A cantora Alcione, além de Erasmo Carlos, Seu Jorge e Rogério Flausino (Jota Quest), participam neste sábado, 20, às 18 horas, da live Baile do Simonal, uma ação de apoio ao Retiro dos Artistas, do Rio de Janeiro. Quem transmitirá pelo YouTube é o patrocinador, o banco BTG Pactal. Sem poder receber visitas, por causa da idade avançada de seus moradores (grupo de risco na pandemia), os moradores do Retiro dos Artistas (instituição que funciona há 102 anos) buscam ações solidárias para manter-se em funcionamento durante a quarentena. Atualmente, 50 pessoas vivem ali – além de atores, também jornalistas, músicos, técnicos, artistas plásticos e um ex-atleta do futebol. O ator gaúcho Paulo Cesar Pereio, de 79 anos, a cantora Leny Andrade, de 78, e o ator mineiro Ruy Rezende, de 81 anos, são alguns dos moradores.

A live “Baile do Simonal” é comandada pelos irmãos Simoninha e Max de Castro, e o show acontece neste sábado (20), a partir das 18h. A iniciativa é uma produção da S de Samba, Chantily Produções e Sanseverino Advogados Associados. O banco BTG Pactual, que “hospeda” a live, doou R$ 80 mil para o retiro. Os espectadores também poderão doar, por meio de QR Code disponível na tela da transmissão. Os recursos arrecadados vão subsidiar a compra de alimentos, itens de higiene e limpeza e bancar custos de manutenção e atendimento médico no local. O Retiro dos Artistas é dirigido pelo ator Stepan Nercessian.

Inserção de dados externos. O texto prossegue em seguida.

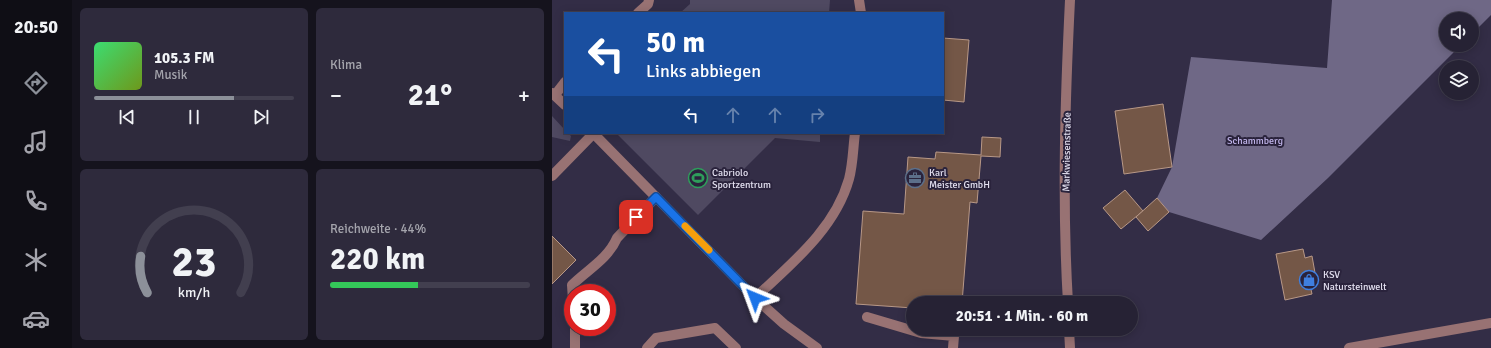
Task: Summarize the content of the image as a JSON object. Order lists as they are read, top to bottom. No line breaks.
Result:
{"streets":{"street":["Markwiesenstraße"]},"parks":["Schammberg"],"places":{"sports":["Cabriolo Sportzentrum"],"office":["Karl Meister GmbH"],"shop":["KSV Natursteinwelt"]},"page":{"tabs":"20:50","tile":["Klima",["Reichweite · 44%","220 km"]],"turn":["50 m","Links abbiegen"],"song":["105.3 FM","Musik"],"heat":["−","21°","+"],"limit":"30","trip":"20:51 · 1 Min. · 60 m","gauge":["23","km/h"]}}
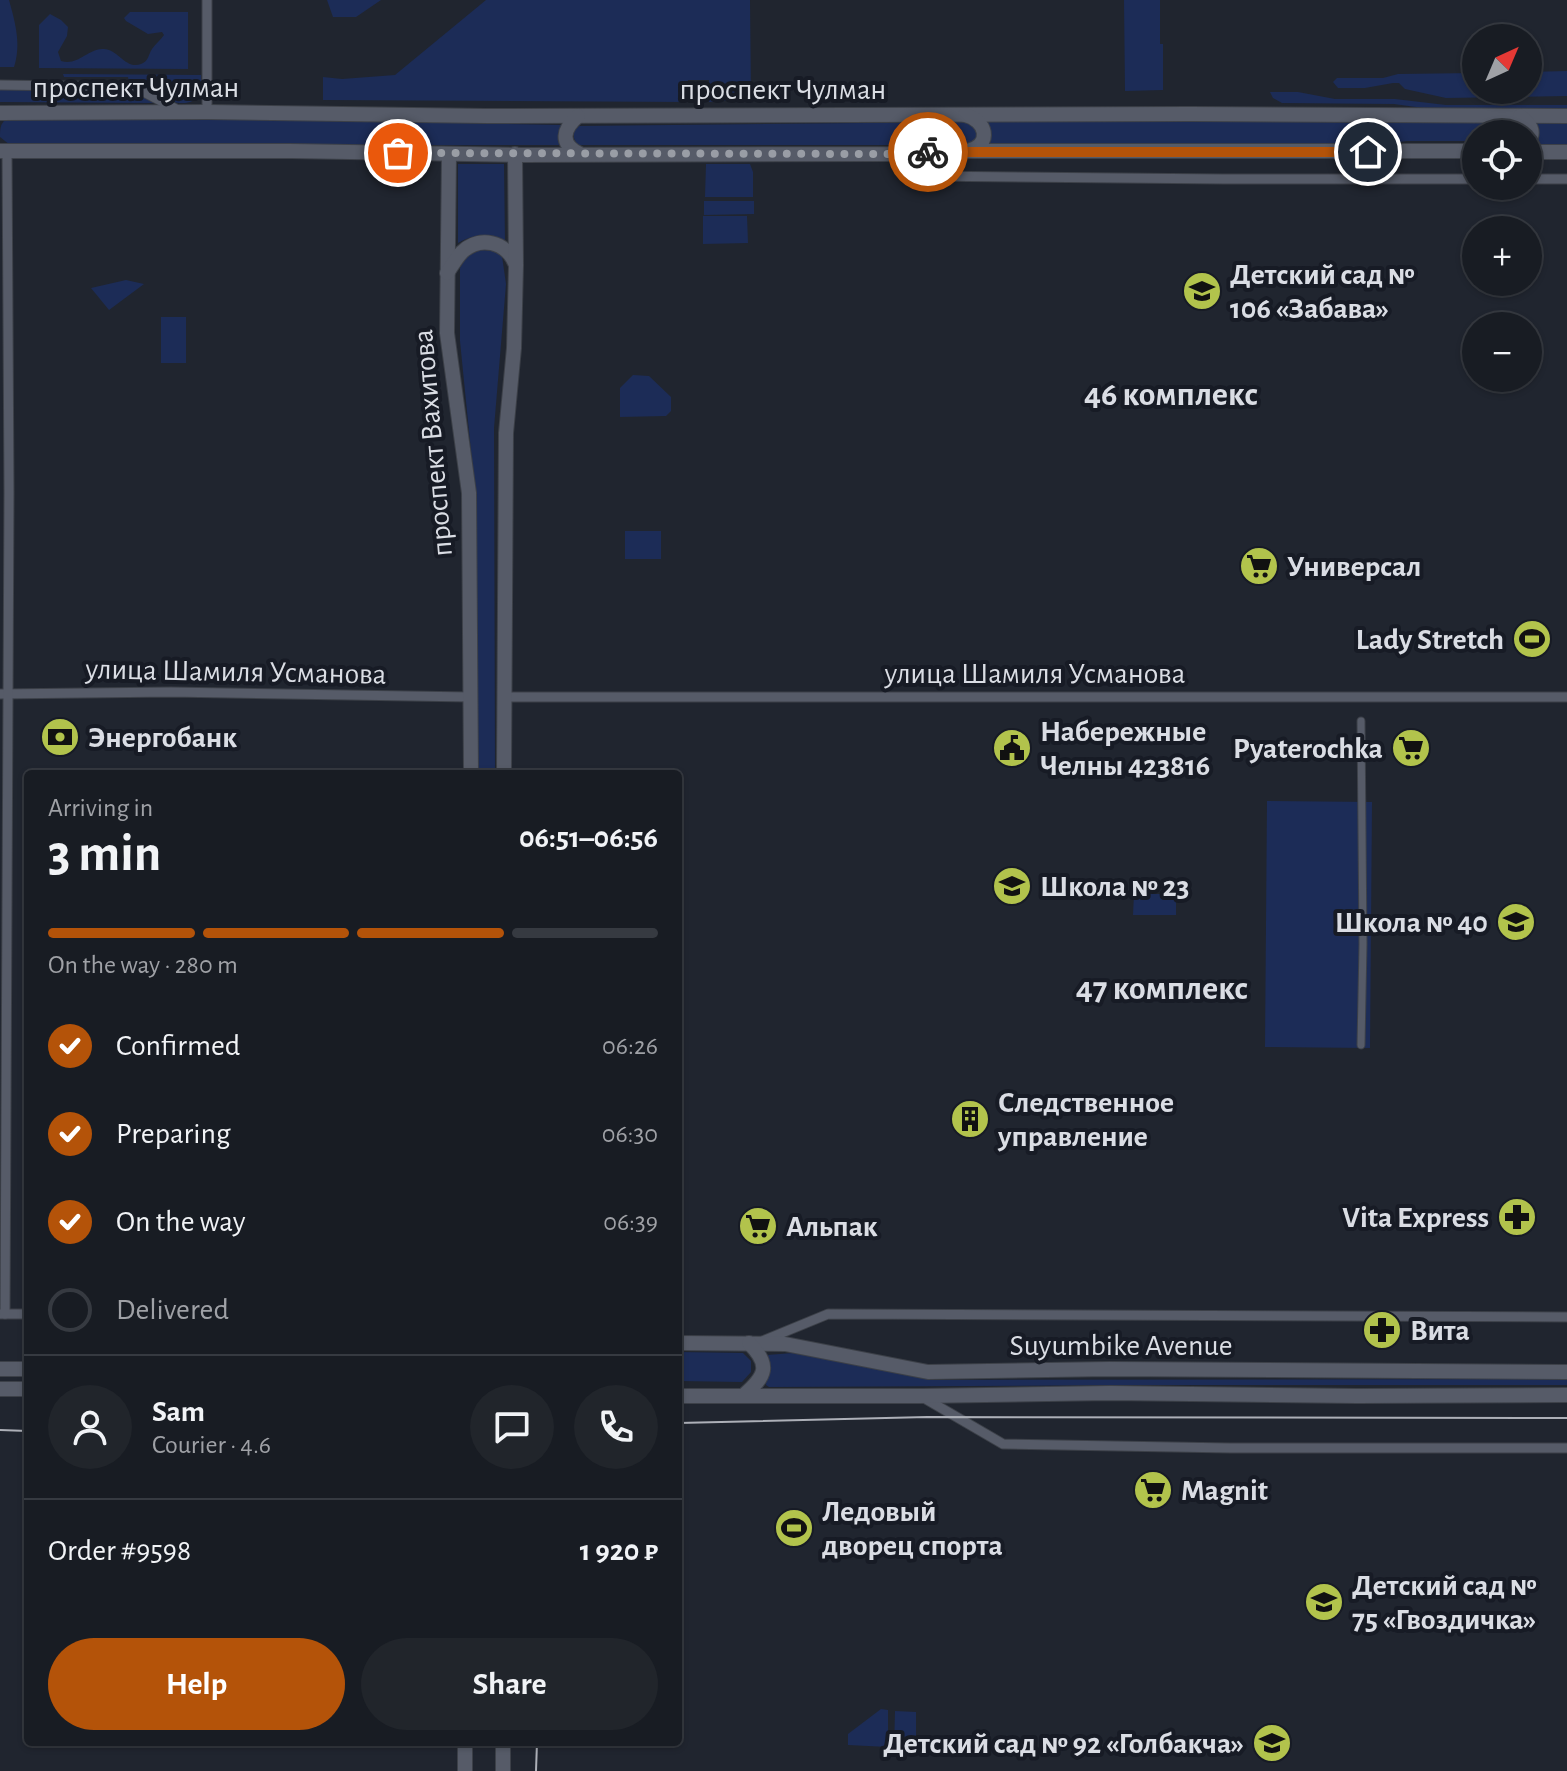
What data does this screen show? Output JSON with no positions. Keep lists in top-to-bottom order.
{
  "streets": {
    "main road": ["проспект Чулман", "проспект Вахитова", "Suyumbike Avenue"],
    "street": ["улица Шамиля Усманова"]
  },
  "crossings": [
    ["проспект Вахитова", "улица Шамиля Усманова"]
  ],
  "districts": ["46 комплекс", "47 комплекс"],
  "places": {
    "school or university": [
      "Детский сад № 106 «Забава»",
      "Школа № 23",
      "Школа № 40",
      "Детский сад № 75 «Гвоздичка»",
      "Детский сад № 92 «Голбакча»"
    ],
    "supermarket": [
      "Универсал",
      "Pyaterochka",
      "Альпак",
      "Magnit"
    ],
    "sports": ["Lady Stretch", "Ледовый дворец спорта"],
    "bank": ["Энергобанк"],
    "public building": ["Набережные Челны 423816"],
    "building": ["Следственное управление"],
    "pharmacy": ["Vita Express", "Вита"]
  },
  "north": "top right",
  "page": {
    "map_buttons": ["+", "−"],
    "heading": ["3 min", "Arriving in", "06:51–06:56"],
    "panel": [
      "Sam",
      "Courier · 4.6",
      "Order #9598",
      "1 920 ₽"
    ],
    "bar": "On the way · 280 m",
    "list": [
      ["Confirmed", "06:26"],
      ["Preparing", "06:30"],
      ["On the way", "06:39"],
      "Delivered"
    ],
    "buttons": ["Help", "Share"]
  }
}
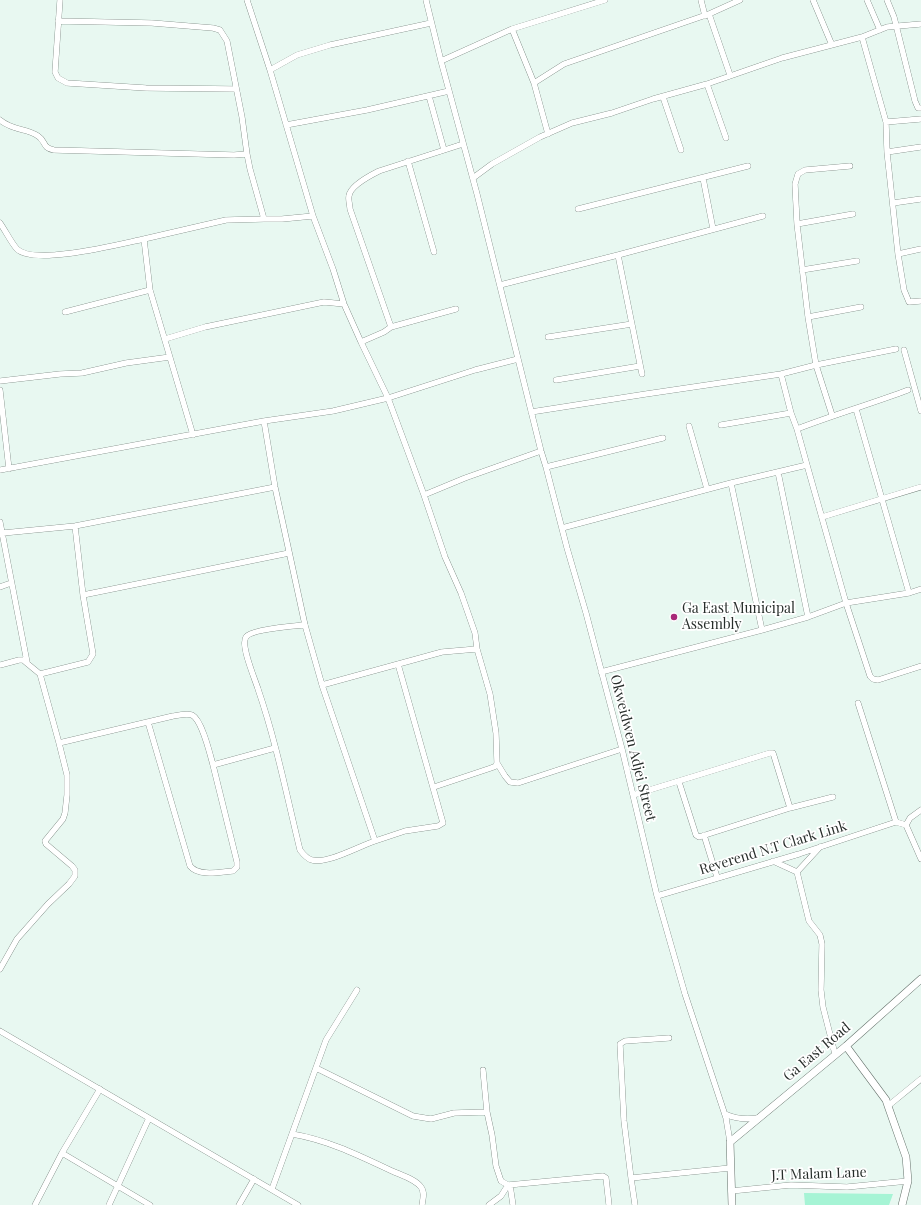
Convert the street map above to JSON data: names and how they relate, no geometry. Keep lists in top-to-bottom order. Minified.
{"streets":{"street":["Okweidwen Adjei Street","Reverend N.T Clark Link","Ga East Road","J.T Malam Lane"]},"crossings":[["Okweidwen Adjei Street","Reverend N.T Clark Link"],["Okweidwen Adjei Street","Ga East Road"]],"places":["Ga East Municipal Assembly"]}
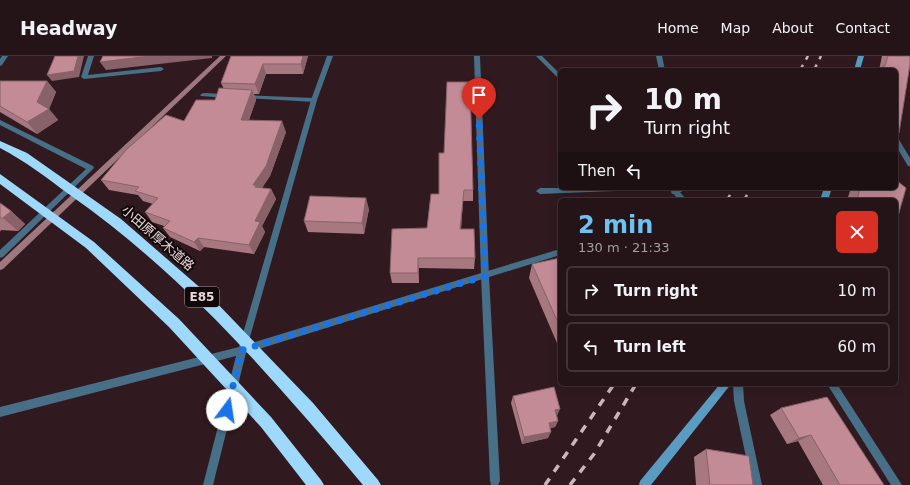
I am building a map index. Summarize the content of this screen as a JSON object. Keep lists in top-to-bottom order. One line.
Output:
{"streets":{"highway":["小田原厚木道路","E85"]},"page":{"header":"Headway","nav":["Home","Map","About","Contact"],"turn":["10 m","Turn right"],"then":"Then","heading":["2 min","130 m · 21:33"],"list":[{"name":"Turn right","value":"10 m"},{"name":"Turn left","value":"60 m"}]}}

A cantora Alcione, de 72 anos, conversou com Farofafá/CartaCapital sobre sua participação e como vê o tema do envelhecimento no mundo do showbiz. “Acho que o pior que pode nos acontecer é o envelhecimento do cérebro, da mente. O amadurecimento traz benefícios também, nos torna menos ansiosos e mais seletivos. O importante é estarmos conectados com os tempos em que vivemos”, ela ponderou. “Quanto ao Retiro, acho que existe um belíssimo trabalho sendo feito por lá. E amparar os artistas que, muitas vezes, não podem contar com o apoio das famílias ou conseguiram um pé de meia durante suas carreiras, é fundamental. Só tenho que parabenizar todos aqueles que ajudam a manter essa instituição de pé”.

Ela acredita que é possível que o País possa sediar outras instituições do tipo, de acolhida para artistas. “A maioria dos artistas batalha, rala muito para sobreviver de sua arte. E não ganha cifras milionárias”, considera. “Nem todos constituíram, ao longo do tempo, um patrimônio que pudesse lhes garantir uma vida tranquila na velhice. Além disso, a própria cultura depende muito de projetos e patrocínios, isso em todos os países. Claro que outros retiros serão sempre muito bem-vindos! E não só os direcionados aos artistas”, afirma a maranhense Alcione. A situação é delicada: hoje mesmo circula pela internet um pedido de ajuda da cantora Angela Ro Ro, uma das maiores intérpretes do País, que reivindica doações para se manter.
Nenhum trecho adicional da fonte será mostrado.